Dès le lendemain, nous attaquons les portages. Cette fois, même si Suké, notre sirdar, tient à nous donner un coup de main, c’est nous qui portons. Nous emmenons un camp d’altitude en haut du col West. Pour cela, il nous faut franchir 300 m de dénivelés pour atteindre le sommet d’une moraine, et 250 autres mètres de dénivelés en terrain glaciaire pour atteindre le pied du col.
Petite déception au pied du couloir : c’est sacrément raide. Du coup, nous ferons la chose en deux étapes. D’abord un dépôt sous la neige au pied, puis la montée dans le couloir, sur des cordes fixes en plus ou moins bon état. Couloir avec un pas de mixte au début, et 50 m de glace bleue, raide, sous une fine pellicule de neige sur la fin. Charmant !
Au gré des allers et retours, la moraine était en générale gelée et dure le matin, molle et spongieuse à la descente ; le glacier voyait parfois sa trace recouverte par la chute de neige de la veille. Une fois, j’ai eu de la neige jusqu’en haut des cuisses pour refaire la trace.

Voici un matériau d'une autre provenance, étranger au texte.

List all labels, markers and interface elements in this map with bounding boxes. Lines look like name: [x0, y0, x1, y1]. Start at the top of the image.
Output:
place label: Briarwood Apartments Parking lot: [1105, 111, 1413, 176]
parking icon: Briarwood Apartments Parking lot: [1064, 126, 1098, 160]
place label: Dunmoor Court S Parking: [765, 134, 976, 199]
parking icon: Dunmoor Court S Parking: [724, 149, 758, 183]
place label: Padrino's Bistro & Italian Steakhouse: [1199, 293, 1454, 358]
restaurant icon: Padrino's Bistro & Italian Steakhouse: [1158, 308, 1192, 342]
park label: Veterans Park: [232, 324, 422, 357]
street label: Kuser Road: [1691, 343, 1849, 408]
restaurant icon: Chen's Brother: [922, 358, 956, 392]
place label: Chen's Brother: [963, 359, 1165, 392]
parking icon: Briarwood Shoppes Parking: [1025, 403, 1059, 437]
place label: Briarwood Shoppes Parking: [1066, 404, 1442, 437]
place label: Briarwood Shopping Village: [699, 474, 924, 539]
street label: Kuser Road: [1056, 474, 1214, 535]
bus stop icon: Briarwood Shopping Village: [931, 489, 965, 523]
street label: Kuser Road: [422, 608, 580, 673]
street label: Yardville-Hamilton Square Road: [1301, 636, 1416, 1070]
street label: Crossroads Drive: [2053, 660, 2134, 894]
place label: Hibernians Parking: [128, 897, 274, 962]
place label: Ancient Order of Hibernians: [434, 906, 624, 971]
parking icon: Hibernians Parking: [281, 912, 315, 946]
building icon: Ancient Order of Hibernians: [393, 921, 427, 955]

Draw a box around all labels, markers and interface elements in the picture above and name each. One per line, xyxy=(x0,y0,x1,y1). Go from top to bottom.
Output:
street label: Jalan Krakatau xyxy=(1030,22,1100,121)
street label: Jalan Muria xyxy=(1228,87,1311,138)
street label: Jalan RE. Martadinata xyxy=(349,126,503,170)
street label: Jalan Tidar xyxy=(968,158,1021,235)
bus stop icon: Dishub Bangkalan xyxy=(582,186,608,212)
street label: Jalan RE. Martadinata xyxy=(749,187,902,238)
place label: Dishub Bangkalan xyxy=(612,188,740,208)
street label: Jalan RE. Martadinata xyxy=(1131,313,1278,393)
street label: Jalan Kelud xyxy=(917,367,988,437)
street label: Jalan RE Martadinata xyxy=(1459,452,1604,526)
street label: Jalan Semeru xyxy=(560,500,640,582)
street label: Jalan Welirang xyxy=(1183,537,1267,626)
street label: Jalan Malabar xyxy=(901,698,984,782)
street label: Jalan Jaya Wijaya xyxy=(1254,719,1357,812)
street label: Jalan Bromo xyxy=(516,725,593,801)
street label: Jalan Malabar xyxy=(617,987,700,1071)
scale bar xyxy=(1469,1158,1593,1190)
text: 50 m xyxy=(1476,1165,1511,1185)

Et puis finalement, ce fut la montée seule. Nous allions tous dormir au camp 1, accompagnés d’un ultime portage, sauf Sam qui, pas en forme, préfère s’en aller plutôt que de poireauter au camp de base. Le lendemain, avec Anne-Soisig, je vais faire une reconnaissance jusqu’au plateau à 6400 m, d’où nous voyons une bonne partie de l’itinéraire. J’en suis tout excité tant le sommet semble juste là, à portée de crampons. Le surlendemain, Anne-Soisig et Philippe poussent à 6600 m, dans une neige très profonde, la trace de la veille déjà recouverte. Je comprends alors, malgré mon enthousiasme de la veille, que nous n’arriverons pas au sommet comme ça, d’un coup d’un seul depuis le camp 1.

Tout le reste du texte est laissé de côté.